Task:
Among the records, find the lines that hold the string "white" and return them.

[Opening Given records section]

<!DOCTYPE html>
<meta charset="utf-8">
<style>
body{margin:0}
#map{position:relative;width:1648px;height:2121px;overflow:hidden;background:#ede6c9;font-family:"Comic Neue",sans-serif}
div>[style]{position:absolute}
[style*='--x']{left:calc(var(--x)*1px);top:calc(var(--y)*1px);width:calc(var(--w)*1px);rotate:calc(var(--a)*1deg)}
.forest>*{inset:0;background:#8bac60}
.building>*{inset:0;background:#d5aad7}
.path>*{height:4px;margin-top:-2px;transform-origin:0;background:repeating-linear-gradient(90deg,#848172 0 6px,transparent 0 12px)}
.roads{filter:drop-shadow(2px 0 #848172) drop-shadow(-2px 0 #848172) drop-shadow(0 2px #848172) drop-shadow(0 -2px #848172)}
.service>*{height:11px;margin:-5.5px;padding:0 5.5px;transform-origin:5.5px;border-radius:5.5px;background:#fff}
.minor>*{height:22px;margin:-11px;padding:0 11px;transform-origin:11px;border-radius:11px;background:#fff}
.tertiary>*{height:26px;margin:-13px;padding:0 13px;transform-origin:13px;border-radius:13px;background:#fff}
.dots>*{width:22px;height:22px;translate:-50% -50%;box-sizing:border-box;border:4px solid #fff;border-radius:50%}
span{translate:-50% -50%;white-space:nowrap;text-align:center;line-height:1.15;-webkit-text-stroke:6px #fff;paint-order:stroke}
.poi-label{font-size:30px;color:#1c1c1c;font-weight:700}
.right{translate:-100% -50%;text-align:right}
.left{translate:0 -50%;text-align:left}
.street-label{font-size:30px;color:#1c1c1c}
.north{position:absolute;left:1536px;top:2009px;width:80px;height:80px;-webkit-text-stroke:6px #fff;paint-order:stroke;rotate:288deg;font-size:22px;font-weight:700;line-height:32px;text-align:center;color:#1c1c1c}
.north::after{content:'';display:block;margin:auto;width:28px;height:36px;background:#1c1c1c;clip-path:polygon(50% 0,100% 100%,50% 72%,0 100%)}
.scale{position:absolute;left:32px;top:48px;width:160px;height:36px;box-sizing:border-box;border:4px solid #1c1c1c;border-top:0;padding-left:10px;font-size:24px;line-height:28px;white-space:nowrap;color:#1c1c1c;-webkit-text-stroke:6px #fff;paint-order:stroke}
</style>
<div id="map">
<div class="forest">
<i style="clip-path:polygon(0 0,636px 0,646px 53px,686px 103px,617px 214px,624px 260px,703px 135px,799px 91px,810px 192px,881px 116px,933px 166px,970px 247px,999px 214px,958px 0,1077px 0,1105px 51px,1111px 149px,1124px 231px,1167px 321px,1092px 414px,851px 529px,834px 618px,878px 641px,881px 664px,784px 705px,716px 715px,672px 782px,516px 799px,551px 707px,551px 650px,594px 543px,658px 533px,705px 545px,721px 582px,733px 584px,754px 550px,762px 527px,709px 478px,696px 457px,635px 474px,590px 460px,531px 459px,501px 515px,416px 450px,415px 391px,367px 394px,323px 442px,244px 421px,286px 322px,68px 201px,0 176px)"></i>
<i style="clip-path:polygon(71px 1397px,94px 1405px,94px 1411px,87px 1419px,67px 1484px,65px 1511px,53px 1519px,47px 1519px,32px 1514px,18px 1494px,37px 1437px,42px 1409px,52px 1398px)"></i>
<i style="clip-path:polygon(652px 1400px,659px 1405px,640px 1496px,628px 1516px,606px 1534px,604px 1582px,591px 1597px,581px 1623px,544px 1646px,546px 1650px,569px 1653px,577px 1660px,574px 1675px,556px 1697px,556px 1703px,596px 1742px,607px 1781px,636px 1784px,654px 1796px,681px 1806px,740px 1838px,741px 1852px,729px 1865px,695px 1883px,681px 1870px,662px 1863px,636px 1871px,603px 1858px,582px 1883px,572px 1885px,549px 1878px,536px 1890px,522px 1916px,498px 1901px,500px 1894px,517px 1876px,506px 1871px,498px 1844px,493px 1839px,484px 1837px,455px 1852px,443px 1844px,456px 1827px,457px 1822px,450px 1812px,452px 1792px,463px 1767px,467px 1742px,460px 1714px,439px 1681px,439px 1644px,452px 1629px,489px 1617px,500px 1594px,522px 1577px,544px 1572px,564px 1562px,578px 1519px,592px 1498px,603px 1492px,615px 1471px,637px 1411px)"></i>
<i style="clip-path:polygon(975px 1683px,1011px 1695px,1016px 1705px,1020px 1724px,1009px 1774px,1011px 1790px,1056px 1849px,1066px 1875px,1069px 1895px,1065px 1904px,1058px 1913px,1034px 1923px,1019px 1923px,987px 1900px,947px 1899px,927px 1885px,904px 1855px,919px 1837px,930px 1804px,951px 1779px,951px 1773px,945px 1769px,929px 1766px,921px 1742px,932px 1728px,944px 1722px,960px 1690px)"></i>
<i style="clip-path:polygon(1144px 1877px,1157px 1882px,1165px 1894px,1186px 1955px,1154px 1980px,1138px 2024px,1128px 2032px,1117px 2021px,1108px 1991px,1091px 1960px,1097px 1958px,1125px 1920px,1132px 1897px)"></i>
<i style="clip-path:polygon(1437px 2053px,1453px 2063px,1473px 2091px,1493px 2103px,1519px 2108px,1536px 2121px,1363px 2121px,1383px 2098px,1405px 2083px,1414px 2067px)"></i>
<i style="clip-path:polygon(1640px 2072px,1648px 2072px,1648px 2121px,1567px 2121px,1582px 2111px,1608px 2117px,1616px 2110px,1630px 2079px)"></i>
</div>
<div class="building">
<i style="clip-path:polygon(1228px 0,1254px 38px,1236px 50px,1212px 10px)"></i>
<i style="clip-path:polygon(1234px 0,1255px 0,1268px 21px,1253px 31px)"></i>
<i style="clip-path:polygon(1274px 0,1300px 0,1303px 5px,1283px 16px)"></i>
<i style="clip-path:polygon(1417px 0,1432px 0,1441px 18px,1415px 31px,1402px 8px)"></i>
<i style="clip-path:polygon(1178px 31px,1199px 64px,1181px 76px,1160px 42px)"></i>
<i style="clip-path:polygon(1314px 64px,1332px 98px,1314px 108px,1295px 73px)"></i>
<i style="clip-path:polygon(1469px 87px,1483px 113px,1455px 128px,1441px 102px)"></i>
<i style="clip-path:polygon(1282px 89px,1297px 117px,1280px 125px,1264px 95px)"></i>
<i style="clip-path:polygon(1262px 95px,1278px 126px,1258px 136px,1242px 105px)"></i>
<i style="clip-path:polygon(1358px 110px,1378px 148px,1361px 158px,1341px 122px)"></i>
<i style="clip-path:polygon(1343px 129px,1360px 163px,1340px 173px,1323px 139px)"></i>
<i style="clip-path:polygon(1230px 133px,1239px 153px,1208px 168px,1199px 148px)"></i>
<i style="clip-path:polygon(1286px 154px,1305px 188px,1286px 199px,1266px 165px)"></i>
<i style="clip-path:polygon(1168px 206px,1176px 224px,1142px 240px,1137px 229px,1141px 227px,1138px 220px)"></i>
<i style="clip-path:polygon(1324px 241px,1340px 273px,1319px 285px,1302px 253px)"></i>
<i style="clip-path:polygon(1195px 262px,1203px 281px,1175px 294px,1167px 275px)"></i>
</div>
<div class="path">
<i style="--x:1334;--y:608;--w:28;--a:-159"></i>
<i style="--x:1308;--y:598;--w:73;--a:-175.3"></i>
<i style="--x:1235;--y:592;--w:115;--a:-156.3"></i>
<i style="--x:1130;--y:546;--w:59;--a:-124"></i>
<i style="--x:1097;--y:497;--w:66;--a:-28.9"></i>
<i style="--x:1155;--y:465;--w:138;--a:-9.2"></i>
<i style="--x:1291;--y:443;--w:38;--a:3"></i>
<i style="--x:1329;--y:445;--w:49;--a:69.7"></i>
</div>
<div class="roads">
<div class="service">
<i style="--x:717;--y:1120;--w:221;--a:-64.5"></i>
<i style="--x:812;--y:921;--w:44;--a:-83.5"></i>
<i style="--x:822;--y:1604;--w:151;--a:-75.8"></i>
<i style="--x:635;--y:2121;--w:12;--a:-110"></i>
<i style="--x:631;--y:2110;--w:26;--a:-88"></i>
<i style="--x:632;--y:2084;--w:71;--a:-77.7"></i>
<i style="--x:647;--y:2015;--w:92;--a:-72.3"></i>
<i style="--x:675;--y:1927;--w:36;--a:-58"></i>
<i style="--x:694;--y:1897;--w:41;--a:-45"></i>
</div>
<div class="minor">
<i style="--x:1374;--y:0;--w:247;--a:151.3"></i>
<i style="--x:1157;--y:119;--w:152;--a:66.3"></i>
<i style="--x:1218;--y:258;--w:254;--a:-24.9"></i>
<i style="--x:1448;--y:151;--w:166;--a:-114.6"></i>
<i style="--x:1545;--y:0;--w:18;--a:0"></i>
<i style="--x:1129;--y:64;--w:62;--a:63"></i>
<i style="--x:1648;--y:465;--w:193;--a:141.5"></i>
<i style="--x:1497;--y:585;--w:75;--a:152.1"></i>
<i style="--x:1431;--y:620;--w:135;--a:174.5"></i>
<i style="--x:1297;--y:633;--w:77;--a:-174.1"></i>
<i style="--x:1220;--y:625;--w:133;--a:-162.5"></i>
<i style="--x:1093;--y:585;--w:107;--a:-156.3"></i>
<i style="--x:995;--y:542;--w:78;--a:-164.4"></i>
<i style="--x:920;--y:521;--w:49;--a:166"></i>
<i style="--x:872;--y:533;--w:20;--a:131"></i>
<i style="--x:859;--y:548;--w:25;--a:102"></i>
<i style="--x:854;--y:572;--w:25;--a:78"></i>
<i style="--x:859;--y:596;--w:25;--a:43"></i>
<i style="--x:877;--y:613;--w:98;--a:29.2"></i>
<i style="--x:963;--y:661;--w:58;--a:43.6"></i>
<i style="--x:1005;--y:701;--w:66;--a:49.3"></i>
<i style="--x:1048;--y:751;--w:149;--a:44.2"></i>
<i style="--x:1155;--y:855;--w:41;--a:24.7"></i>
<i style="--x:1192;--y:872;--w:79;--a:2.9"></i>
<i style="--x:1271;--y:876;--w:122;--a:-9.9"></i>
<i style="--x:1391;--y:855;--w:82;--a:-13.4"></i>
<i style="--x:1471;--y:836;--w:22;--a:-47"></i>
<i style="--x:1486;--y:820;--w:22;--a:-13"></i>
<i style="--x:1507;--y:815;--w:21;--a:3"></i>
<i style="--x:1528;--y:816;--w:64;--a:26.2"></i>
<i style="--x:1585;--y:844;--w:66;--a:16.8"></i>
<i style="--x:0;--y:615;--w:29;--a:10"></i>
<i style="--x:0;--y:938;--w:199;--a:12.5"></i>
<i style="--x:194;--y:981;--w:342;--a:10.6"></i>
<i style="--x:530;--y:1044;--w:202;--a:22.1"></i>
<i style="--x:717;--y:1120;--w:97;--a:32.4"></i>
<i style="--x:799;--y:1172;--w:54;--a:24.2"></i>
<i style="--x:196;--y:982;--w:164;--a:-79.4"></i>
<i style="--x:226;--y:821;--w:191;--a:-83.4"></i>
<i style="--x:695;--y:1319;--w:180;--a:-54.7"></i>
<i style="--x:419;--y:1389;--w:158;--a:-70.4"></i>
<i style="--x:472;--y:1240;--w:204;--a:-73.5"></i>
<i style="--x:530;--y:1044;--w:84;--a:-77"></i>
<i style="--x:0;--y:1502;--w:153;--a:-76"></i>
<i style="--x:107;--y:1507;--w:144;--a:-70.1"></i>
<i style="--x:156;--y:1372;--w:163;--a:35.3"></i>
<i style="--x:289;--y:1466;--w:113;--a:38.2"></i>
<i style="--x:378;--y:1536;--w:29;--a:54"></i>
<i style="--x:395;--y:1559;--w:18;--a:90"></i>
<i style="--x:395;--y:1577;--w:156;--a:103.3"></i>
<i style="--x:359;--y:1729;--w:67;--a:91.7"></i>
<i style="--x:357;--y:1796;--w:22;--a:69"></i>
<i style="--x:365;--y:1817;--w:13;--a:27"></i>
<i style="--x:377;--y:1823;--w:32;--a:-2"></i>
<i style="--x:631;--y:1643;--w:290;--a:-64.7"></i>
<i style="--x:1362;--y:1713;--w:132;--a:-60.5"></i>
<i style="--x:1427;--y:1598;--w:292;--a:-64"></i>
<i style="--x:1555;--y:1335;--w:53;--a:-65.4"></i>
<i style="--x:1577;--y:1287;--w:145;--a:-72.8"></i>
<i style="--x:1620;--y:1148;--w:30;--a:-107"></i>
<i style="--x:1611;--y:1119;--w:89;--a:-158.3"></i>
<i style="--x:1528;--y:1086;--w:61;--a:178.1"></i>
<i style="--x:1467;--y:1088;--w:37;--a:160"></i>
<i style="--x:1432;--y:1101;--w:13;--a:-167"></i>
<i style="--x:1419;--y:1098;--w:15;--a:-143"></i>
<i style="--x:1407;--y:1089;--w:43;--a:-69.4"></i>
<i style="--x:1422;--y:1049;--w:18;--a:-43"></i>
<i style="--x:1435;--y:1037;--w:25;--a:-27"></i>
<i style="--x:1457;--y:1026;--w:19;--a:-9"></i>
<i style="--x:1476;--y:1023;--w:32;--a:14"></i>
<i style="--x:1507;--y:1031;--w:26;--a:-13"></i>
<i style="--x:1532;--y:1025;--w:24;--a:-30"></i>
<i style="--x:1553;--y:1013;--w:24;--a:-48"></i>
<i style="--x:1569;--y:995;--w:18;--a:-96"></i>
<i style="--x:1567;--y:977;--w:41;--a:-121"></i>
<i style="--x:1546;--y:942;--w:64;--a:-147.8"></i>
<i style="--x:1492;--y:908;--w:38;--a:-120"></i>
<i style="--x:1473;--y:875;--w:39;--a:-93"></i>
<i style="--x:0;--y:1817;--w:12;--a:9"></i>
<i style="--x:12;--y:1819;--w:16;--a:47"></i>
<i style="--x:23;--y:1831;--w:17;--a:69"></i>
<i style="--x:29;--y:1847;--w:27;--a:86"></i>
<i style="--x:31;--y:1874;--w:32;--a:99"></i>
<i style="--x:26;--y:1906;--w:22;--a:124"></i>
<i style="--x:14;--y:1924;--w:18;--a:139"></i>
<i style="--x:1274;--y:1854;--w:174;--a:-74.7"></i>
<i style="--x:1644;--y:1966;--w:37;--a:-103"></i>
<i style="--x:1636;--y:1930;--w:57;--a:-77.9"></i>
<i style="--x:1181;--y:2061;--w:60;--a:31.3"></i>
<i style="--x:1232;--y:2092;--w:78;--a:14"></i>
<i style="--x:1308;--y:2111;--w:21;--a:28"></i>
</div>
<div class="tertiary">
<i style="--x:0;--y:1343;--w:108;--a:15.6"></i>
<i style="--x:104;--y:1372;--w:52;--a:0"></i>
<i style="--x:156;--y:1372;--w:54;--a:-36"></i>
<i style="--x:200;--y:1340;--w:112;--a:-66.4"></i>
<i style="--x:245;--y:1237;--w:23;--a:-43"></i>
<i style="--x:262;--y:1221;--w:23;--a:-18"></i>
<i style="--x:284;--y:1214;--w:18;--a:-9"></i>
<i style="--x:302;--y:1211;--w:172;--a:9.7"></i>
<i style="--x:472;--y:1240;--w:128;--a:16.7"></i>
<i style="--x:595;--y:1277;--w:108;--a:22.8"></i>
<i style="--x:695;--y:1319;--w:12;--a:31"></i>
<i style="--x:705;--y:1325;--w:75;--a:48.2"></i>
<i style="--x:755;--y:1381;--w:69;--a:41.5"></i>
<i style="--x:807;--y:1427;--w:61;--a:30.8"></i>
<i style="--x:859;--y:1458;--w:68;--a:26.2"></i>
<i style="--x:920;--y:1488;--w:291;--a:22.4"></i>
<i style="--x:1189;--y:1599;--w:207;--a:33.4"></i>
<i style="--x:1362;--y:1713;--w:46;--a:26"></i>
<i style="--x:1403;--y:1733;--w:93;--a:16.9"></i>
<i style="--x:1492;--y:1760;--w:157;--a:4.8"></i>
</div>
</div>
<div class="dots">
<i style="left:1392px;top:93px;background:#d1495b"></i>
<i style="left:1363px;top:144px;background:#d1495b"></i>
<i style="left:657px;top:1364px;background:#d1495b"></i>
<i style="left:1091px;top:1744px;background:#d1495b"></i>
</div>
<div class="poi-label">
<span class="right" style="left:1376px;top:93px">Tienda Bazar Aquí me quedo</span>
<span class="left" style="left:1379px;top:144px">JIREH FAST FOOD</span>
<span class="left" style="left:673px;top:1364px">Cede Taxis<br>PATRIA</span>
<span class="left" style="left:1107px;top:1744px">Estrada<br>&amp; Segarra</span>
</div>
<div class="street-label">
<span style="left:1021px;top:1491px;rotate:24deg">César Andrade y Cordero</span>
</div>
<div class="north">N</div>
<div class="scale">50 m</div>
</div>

[Closing Given records section]

Solution:
span{translate:-50% -50%;white-space:nowrap;text-align:center;line-height:1.15;-webkit-text-stroke:6px #fff;paint-order:stroke}
.scale{position:absolute;left:32px;top:48px;width:160px;height:36px;box-sizing:border-box;border:4px solid #1c1c1c;border-top:0;padding-left:10px;font-size:24px;line-height:28px;white-space:nowrap;color:#1c1c1c;-webkit-text-stroke:6px #fff;paint-order:stroke}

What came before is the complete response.